Pero, ¿por qué sigo con él?, ¿por qué tuvo que verme esta mañana? En este lugar, afuera de su casa, donde aún esperamos a su madre y donde los dos estamos ebrios y él habla de que alguna vez estuvo a punto de agarrar una puta para que se la mamara, pero que se dio cuenta de que no llevaba dinero cuando se estaba bajando los pantalones y me cuenta también de la vez en la que él y uno de sus amigos se encontraron con esa chica borracha en el callejón, y dice que le hicieron de todo, pero que se desmayó antes de la mamada y habla de cuánto añora su mamada y de las veces que la ha perdido y de que no es posible, que todos sus cuates ya y que la chingada.

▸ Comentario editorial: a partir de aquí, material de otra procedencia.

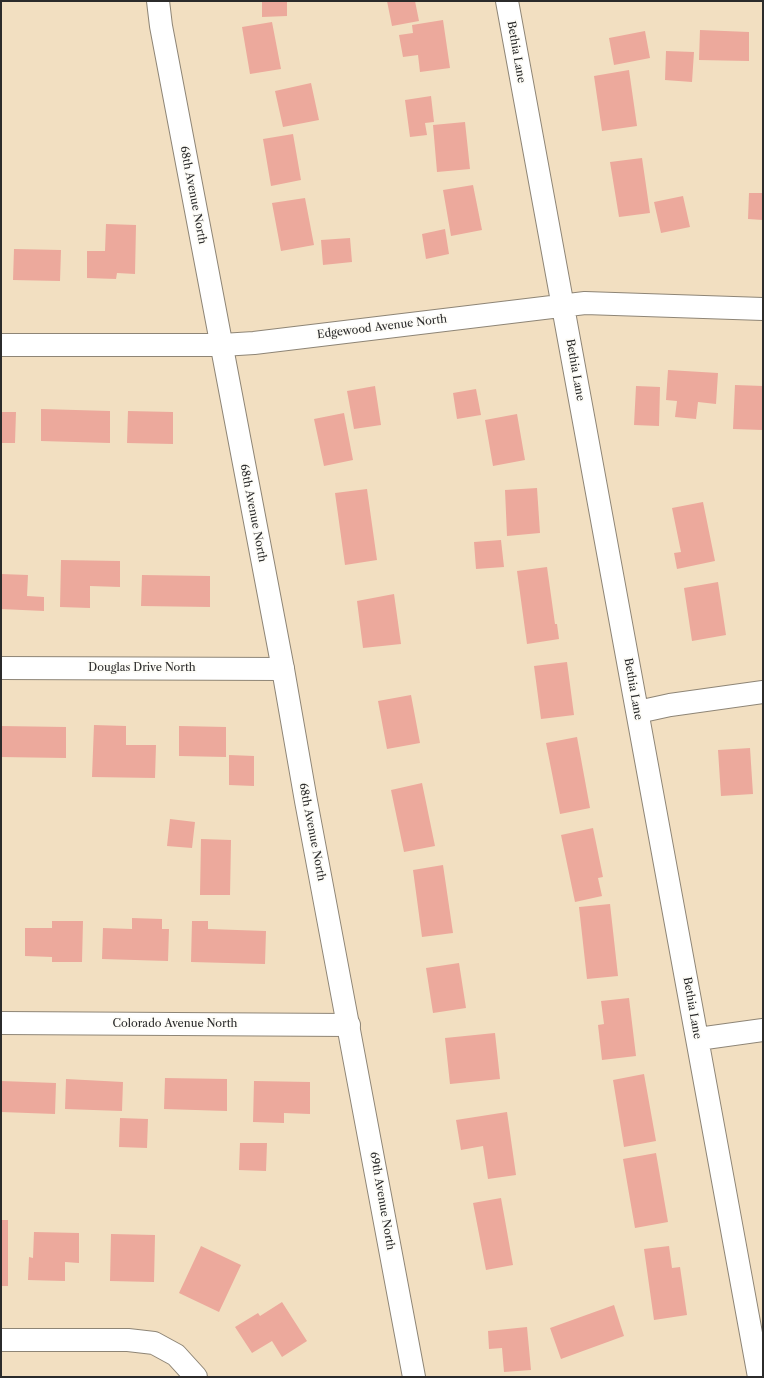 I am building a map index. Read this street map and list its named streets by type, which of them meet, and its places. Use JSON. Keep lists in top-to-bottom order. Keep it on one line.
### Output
{"streets":{"street":["Bethia Lane","68th Avenue North","Edgewood Avenue North","Douglas Drive North","Colorado Avenue North","69th Avenue North"]},"crossings":[["Bethia Lane","Edgewood Avenue North"],["68th Avenue North","Edgewood Avenue North"],["68th Avenue North","Douglas Drive North"],["68th Avenue North","Colorado Avenue North"],["68th Avenue North","69th Avenue North"],["Colorado Avenue North","69th Avenue North"]]}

Y a mí que más sus tonterías; yo, con mis ganas de partirlo en dos y con la maldita calle vacía mirándome… se queda dormido hablando de un video que tenía en su celular, y de que hay que ir por más alcohol y yo veo que es mi oportunidad y me levanto y me encamino hacia la avenida para buscar un taxi que me saque de aquí, de este maldito lugar, tendría que irme de la ciudad… o no, sólo nunca más aparecerme por el rumbo… ¿por qué tenía que verme en el mañana? Bueno, yo también estoy ebrio, no podría decirse que de lo que hice soy completamente responsable y eso me entristece, pero cuando menos hecho está. A ver qué taxi anda por aquí a estas horas, a ver cuál no se fija en la sangre de mi ropa, a ver si nadie sale ahorita y encuentra el cadáver del maldito ese…

1 comentario:

Ian Karuna dijo...

Ecos de Juan Rulfo resuenan en tu texto, sin deseo de comparaciones, sólo que fuera del contexto rural. Ese olor a animal descompuesto junto a la carretera, ese sabor citadino a náusea en la lengua, esa sensación de odio infinito a la indigencia y a lo demasiado humano que circula a nuestro alrededor, que nos llega de imprevisto, que nos golpea en el despliegue subdesarrollado y tercermundista de nuestra realidad del día a día. Amor y odio a lo humano vienen ligados casi siempre: es menester no olvidarnos de tal fenómeno. Restos de aquel miasma que emerge cuando uno osa levantarle las faldas a la vida, ver sus entresijos.